Author: Francesca Bulian (Universidad de Salamanca, Spain)
When mankind started populating Planet Earth, it was immediately encountered with extraordinary events that it could not fully explain or understand on its own such as great storms, lightning and thunder, earthquakes, volcanic eruptions, floods…. However, like we continue doing today, it is in our nature to seek answers and explanations for numerous natural phenomena; for our ancestors in the majority of cases these answers came from bigger forces, invisible to the naked eye and in possession of inexplicable powers which could manipulate the elements. This is when mankind started worshiping these forces – different Gods – which lead to an immensely vast legacy of legends, myths and sacred texts that, if read closely, can hide descriptions of real natural events and catastrophes .
A bit of catastrophism…
It’s a regular day in the Neolithic, somewhat around the year 6400 BC [2,3]. Imagine to be calmly walking around your settlement in the proximity the Bosporus strait (unaware that this would be probably your last walk) and you suddenly hear an inexplicable noise, comparable to the one next to the Niagara Falls. At the time, in front of such a site you are in shock and do not realize that you are one of the few to testimony of one of the biggest flooding events in human history.

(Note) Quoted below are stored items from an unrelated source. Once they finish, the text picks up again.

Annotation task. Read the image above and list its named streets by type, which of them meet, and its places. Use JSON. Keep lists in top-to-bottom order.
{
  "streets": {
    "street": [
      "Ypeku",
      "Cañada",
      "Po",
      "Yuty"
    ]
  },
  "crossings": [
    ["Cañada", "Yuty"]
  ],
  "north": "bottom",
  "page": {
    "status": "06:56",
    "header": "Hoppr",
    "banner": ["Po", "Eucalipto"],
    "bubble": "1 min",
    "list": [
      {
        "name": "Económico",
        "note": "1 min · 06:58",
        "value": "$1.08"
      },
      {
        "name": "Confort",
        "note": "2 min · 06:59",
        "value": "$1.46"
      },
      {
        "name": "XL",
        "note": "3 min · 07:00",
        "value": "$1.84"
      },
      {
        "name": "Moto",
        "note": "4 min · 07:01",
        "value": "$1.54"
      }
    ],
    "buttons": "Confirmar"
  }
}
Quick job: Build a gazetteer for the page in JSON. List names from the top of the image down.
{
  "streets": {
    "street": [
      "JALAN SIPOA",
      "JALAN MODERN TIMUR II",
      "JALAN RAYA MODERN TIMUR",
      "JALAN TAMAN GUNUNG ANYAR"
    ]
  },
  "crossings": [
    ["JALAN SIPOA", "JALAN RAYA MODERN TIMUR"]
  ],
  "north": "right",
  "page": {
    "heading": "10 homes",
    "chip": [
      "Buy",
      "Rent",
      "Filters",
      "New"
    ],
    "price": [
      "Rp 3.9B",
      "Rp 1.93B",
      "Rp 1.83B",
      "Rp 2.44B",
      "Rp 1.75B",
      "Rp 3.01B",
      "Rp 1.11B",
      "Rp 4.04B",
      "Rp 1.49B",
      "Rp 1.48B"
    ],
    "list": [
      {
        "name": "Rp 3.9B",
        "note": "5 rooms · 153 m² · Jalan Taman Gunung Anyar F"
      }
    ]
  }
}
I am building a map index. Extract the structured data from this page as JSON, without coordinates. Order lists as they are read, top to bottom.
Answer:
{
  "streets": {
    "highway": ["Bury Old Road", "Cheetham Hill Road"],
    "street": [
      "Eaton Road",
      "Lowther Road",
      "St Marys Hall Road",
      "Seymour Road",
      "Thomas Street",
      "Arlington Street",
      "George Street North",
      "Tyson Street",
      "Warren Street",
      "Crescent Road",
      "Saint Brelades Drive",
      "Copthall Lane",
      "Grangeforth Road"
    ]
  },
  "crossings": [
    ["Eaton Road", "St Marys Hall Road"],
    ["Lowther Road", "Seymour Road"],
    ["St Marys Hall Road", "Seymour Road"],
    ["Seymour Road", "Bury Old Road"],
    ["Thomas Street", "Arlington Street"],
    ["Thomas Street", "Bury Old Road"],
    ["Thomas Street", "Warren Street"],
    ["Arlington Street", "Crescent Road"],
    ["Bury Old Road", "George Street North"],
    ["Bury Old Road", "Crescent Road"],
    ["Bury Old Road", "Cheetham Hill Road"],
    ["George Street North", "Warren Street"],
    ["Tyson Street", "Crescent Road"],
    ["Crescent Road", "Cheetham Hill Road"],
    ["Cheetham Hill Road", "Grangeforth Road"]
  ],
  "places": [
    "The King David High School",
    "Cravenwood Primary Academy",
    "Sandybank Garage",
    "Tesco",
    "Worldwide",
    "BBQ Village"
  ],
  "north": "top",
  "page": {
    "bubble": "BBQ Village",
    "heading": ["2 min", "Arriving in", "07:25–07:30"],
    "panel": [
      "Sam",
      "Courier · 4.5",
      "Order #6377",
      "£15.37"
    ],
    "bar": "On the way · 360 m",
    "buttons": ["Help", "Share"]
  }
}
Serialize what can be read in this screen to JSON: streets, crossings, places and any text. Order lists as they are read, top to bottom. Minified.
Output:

How was the climate at that time? We were, climatically speaking, just coming out from a cold, glacial phase called the Younger Dryas which happened between 12.800 and 11.500 years ago (the name derives from the wild tundra/alpine flower Dryas octopetala that was present at the time) and entering a new warmer geological epoch the Holocene, the one we live in today. An especially warm phase of the Holocene was the Atlantic period (from 6000 to 3000 BC, when the average annual temperatures increase of approximately 7˚C in just a few years ).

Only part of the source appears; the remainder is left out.